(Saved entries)
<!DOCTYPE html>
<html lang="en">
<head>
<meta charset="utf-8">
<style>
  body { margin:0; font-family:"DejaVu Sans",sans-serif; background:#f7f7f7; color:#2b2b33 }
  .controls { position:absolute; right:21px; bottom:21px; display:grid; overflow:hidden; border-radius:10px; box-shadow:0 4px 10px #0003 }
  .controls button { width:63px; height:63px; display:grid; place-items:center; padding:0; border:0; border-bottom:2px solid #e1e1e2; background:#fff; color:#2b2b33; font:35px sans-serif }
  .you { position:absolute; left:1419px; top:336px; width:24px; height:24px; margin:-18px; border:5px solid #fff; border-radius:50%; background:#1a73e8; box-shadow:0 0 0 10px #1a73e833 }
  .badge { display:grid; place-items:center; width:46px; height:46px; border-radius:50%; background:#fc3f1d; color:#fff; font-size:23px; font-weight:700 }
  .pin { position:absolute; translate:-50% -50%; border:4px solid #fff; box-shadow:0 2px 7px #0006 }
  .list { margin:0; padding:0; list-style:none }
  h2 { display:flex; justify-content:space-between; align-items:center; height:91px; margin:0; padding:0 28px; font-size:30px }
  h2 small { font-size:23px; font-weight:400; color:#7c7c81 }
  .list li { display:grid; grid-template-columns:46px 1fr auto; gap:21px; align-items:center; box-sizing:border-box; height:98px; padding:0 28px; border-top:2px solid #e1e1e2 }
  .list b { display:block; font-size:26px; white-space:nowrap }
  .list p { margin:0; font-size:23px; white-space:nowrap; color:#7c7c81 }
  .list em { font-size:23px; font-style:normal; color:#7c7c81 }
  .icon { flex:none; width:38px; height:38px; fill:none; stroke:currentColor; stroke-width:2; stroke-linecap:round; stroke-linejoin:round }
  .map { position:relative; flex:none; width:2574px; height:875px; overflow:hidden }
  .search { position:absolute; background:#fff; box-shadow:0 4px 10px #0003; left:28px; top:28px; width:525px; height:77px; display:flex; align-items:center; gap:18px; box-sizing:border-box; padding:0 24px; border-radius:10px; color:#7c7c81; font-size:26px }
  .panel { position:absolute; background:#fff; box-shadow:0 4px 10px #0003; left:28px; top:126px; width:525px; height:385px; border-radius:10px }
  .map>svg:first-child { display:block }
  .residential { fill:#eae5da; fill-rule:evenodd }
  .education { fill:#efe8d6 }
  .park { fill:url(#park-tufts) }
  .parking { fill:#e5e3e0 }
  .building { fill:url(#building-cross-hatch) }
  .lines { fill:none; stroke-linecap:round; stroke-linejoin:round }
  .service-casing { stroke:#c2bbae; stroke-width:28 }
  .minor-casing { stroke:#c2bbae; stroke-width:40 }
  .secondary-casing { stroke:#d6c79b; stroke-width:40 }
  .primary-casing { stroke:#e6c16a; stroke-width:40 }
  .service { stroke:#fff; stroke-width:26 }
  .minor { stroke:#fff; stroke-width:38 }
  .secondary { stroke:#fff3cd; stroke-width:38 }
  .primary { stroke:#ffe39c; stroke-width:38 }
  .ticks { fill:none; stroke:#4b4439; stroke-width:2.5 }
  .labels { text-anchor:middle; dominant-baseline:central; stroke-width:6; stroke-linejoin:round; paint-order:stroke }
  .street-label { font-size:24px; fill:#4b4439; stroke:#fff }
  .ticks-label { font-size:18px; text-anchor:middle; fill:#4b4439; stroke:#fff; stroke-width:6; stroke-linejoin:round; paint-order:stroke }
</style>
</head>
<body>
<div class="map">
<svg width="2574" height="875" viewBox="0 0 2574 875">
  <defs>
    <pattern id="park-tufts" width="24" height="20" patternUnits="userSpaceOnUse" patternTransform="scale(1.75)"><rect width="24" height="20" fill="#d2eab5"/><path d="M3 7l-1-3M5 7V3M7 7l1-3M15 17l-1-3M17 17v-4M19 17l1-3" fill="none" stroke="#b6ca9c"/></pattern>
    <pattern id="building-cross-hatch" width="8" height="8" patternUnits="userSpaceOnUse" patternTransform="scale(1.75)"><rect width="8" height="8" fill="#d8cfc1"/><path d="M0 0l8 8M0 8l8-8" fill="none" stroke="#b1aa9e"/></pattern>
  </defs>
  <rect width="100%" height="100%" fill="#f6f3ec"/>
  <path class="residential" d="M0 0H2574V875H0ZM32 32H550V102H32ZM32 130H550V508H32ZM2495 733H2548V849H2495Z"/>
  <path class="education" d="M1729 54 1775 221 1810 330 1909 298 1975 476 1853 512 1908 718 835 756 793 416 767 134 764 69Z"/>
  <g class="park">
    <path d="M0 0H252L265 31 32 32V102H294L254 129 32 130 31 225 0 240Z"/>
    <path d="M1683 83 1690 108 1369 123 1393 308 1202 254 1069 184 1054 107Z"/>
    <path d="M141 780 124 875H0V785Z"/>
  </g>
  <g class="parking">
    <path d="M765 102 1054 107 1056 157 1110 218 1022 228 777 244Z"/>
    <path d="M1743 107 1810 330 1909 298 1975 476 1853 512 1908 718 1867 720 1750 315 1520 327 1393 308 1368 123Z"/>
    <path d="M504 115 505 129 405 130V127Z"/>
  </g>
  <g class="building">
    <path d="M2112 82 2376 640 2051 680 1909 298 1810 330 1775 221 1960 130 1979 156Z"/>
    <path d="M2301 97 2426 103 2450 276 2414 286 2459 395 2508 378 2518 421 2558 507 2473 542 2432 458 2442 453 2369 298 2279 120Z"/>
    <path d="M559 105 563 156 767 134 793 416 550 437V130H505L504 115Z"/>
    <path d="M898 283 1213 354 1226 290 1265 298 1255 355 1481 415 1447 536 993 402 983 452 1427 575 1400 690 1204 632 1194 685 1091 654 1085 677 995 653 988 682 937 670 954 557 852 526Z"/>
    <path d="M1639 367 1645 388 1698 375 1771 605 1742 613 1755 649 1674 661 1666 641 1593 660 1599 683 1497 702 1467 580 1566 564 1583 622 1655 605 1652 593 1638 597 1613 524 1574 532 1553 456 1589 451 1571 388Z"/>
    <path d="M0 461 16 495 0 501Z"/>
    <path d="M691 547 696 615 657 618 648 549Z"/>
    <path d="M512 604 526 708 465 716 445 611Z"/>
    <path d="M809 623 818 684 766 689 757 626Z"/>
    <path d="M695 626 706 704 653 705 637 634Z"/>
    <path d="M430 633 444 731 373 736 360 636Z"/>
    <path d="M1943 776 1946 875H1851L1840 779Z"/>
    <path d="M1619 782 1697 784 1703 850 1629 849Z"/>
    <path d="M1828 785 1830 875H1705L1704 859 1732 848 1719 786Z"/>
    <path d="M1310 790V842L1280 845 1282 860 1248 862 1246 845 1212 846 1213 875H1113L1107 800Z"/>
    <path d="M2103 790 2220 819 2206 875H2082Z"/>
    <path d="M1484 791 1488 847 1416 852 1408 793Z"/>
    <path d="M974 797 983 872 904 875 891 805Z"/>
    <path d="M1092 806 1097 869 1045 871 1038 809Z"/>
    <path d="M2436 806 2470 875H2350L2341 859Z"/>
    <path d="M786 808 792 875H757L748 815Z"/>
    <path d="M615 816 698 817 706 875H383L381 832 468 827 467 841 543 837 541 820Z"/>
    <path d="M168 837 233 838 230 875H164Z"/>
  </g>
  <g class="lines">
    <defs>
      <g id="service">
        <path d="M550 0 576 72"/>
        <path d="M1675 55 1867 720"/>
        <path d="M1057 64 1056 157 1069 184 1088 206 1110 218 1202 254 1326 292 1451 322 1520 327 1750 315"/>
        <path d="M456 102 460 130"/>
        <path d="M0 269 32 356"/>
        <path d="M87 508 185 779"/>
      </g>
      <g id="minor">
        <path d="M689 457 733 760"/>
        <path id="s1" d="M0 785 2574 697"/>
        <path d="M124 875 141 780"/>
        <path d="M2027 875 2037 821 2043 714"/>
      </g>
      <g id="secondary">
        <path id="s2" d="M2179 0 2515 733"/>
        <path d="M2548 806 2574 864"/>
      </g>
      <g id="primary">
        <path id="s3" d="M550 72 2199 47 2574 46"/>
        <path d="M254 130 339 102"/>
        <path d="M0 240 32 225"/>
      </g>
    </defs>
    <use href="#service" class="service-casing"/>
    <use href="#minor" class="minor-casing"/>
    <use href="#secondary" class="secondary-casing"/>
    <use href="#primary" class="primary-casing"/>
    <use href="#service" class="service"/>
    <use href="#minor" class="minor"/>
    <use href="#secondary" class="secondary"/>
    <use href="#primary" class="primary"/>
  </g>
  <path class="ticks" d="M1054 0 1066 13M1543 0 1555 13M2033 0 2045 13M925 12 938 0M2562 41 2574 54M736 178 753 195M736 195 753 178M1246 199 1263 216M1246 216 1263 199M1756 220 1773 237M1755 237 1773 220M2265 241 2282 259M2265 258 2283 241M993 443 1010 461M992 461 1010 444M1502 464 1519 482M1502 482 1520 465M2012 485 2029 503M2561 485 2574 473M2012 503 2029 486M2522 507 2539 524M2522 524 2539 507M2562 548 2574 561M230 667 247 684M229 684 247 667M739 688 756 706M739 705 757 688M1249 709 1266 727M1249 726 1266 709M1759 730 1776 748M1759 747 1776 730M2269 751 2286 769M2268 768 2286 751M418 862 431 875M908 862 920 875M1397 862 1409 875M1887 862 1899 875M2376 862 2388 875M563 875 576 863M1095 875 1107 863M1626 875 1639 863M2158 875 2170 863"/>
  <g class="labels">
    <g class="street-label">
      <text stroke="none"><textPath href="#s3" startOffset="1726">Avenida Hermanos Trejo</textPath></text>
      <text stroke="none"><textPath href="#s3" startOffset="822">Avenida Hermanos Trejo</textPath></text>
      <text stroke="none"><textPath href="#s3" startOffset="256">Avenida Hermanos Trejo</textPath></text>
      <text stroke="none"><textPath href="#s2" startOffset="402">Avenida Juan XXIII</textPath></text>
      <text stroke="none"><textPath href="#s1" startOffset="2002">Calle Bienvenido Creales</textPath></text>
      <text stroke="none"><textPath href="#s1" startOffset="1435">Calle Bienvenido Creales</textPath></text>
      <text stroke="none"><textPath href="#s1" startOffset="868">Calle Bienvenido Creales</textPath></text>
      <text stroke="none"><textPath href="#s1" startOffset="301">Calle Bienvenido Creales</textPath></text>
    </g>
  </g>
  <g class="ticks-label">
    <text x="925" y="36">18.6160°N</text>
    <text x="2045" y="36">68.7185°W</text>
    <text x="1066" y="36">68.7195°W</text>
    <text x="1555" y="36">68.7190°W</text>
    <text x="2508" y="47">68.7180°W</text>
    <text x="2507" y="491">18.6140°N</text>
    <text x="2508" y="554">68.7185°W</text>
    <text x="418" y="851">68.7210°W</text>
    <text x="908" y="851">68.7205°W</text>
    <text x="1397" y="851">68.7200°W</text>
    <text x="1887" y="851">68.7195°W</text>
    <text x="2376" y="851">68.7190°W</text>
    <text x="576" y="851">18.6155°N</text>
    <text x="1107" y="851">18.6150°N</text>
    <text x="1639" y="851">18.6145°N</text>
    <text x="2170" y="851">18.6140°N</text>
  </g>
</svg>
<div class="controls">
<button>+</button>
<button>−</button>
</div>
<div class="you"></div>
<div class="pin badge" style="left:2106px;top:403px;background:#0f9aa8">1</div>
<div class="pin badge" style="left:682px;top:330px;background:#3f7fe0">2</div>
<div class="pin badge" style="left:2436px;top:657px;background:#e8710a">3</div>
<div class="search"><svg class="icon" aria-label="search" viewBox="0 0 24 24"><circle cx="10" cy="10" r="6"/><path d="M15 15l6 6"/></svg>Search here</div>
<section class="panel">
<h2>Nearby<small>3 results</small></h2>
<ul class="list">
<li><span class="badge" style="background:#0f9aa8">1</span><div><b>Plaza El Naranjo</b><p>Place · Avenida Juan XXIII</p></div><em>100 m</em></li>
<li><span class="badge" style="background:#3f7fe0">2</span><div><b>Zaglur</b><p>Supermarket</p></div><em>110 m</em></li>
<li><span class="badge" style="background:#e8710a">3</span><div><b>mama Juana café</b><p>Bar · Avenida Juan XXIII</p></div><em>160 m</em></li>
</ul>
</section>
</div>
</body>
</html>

What the exercise asks – Quote only the stretch of lines that starts the data above and ends with the line containing "position:absolute; right:21px; bottom:21px;", both included.

Written response –
<!DOCTYPE html>
<html lang="en">
<head>
<meta charset="utf-8">
<style>
  body { margin:0; font-family:"DejaVu Sans",sans-serif; background:#f7f7f7; color:#2b2b33 }
  .controls { position:absolute; right:21px; bottom:21px; display:grid; overflow:hidden; border-radius:10px; box-shadow:0 4px 10px #0003 }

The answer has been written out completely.